* [TASK OBJECTIVE]
From the entries below, count the lines with "Madeline". Write only the count.
◆ ◆ ◆ ◆ ◆ ◆ ◆
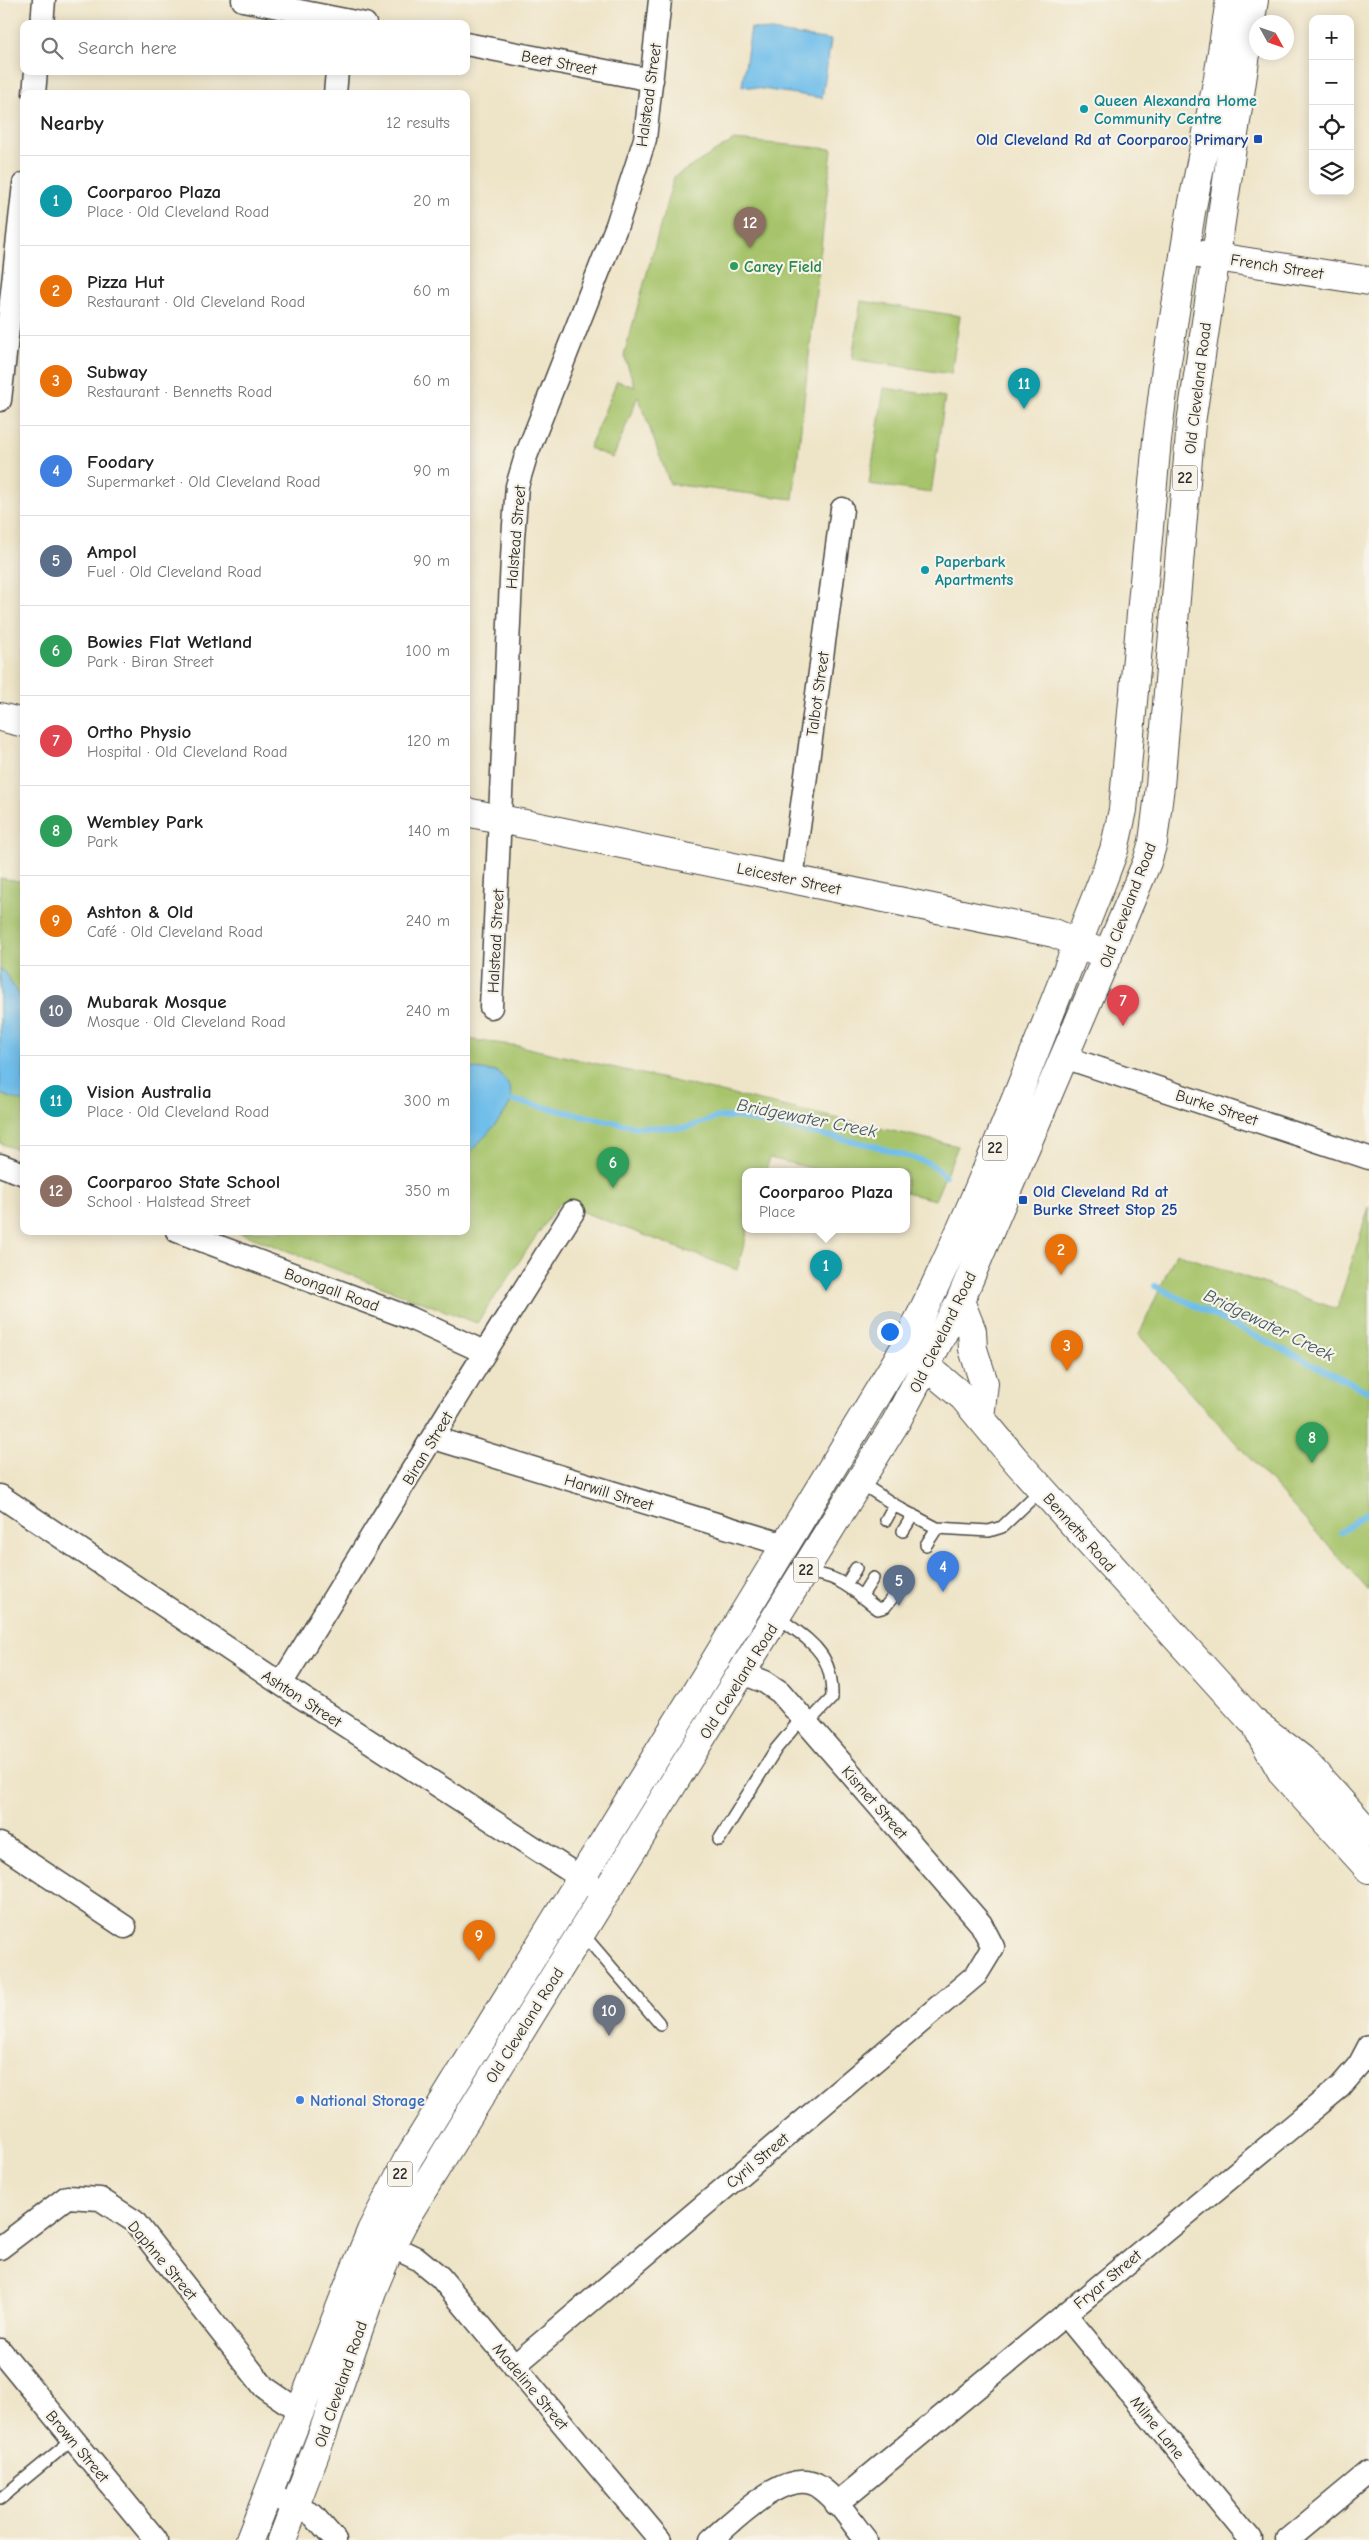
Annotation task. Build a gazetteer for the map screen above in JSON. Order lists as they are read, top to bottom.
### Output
{
  "streets": {
    "main road": [
      "French Street",
      "Old Cleveland Road",
      "22",
      "Leicester Street",
      "Bennetts Road"
    ],
    "street": [
      "Beet Street",
      "Halstead Street",
      "Talbot Street",
      "Burke Street",
      "Boongall Road",
      "Biran Street",
      "Harwill Street",
      "Ashton Street",
      "Kismet Street",
      "Cyril Street",
      "Daphne Street",
      "Fryar Street",
      "Madeline Street",
      "Milne Lane",
      "Brown Street"
    ]
  },
  "crossings": [
    ["Beet Street", "Halstead Street"],
    ["Halstead Street", "Leicester Street"],
    ["French Street", "Old Cleveland Road"],
    ["Old Cleveland Road", "Leicester Street"],
    ["Old Cleveland Road", "Burke Street"],
    ["Old Cleveland Road", "Harwill Street"],
    ["Old Cleveland Road", "Bennetts Road"],
    ["Old Cleveland Road", "Ashton Street"],
    ["Old Cleveland Road", "Kismet Street"],
    ["Old Cleveland Road", "Daphne Street"],
    ["Old Cleveland Road", "Madeline Street"],
    ["Talbot Street", "Leicester Street"],
    ["Boongall Road", "Biran Street"],
    ["Biran Street", "Harwill Street"],
    ["Biran Street", "Ashton Street"],
    ["Kismet Street", "Cyril Street"],
    ["Cyril Street", "Madeline Street"],
    ["Fryar Street", "Milne Lane"]
  ],
  "water": ["Bridgewater Creek"],
  "places": {
    "other": [
      "Queen Alexandra Home Community Centre",
      "Carey Field",
      "Paperbark Apartments",
      "National Storage"
    ],
    "transit": ["Old Cleveland Rd at Coorparoo Primary", "Old Cleveland Rd at Burke Street Stop 25"]
  },
  "north": "bottom right",
  "page": {
    "map_buttons": ["+", "−"],
    "search": "Search here",
    "heading": ["Nearby", "12 results"],
    "list": [
      {
        "mark": "1",
        "name": "Coorparoo Plaza",
        "note": "Place · Old Cleveland Road",
        "value": "20 m"
      },
      {
        "mark": "2",
        "name": "Pizza Hut",
        "note": "Restaurant · Old Cleveland Road",
        "value": "60 m"
      },
      {
        "mark": "3",
        "name": "Subway",
        "note": "Restaurant · Bennetts Road",
        "value": "60 m"
      },
      {
        "mark": "4",
        "name": "Foodary",
        "note": "Supermarket · Old Cleveland Road",
        "value": "90 m"
      },
      {
        "mark": "5",
        "name": "Ampol",
        "note": "Fuel · Old Cleveland Road",
        "value": "90 m"
      },
      {
        "mark": "6",
        "name": "Bowies Flat Wetland",
        "note": "Park · Biran Street",
        "value": "100 m"
      },
      {
        "mark": "7",
        "name": "Ortho Physio",
        "note": "Hospital · Old Cleveland Road",
        "value": "120 m"
      },
      {
        "mark": "8",
        "name": "Wembley Park",
        "note": "Park",
        "value": "140 m"
      },
      {
        "mark": "9",
        "name": "Ashton & Old",
        "note": "Café · Old Cleveland Road",
        "value": "240 m"
      },
      {
        "mark": "10",
        "name": "Mubarak Mosque",
        "note": "Mosque · Old Cleveland Road",
        "value": "240 m"
      },
      {
        "mark": "11",
        "name": "Vision Australia",
        "note": "Place · Old Cleveland Road",
        "value": "300 m"
      },
      {
        "mark": "12",
        "name": "Coorparoo State School",
        "note": "School · Halstead Street",
        "value": "350 m"
      }
    ],
    "pins": [
      "12",
      "11",
      "7",
      "6",
      "2",
      "1",
      "3",
      "8",
      "4",
      "5",
      "9",
      "10"
    ],
    "popup": ["Coorparoo Plaza", "Place"]
  }
}
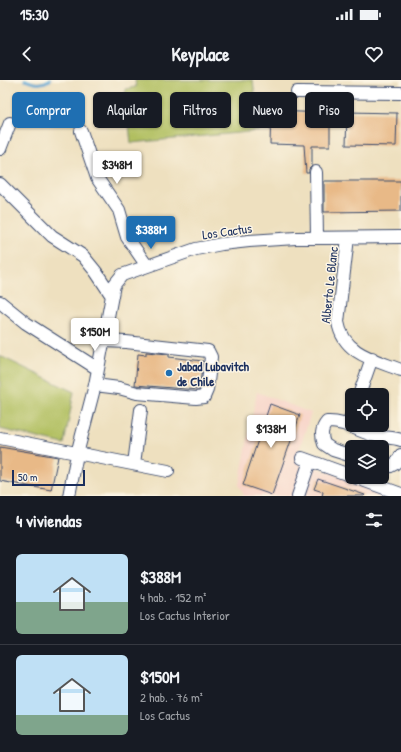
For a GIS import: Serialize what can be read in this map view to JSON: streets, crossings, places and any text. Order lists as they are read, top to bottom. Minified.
{"streets":{"street":["Los Cactus","Alberto Le Blanc"]},"crossings":[["Los Cactus","Alberto Le Blanc"]],"places":["Jabad Lubavitch de Chile"],"scale_bar":"50 m","page":{"status":"15:30","header":"Keyplace","chip":["Comprar","Alquilar","Filtros","Nuevo","Piso"],"price":["$348M","$388M","$150M","$138M"],"scale":"50 m","heading":"4 viviendas","list":[{"name":"$388M","note":"4 hab. · 152 m² · Los Cactus Interior"},{"name":"$150M","note":"2 hab. · 76 m² · Los Cactus"}]}}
◆ ◆ ◆ ◆ ◆ ◆ ◆
* [SOLUTION TO THIS PROBLEM]
3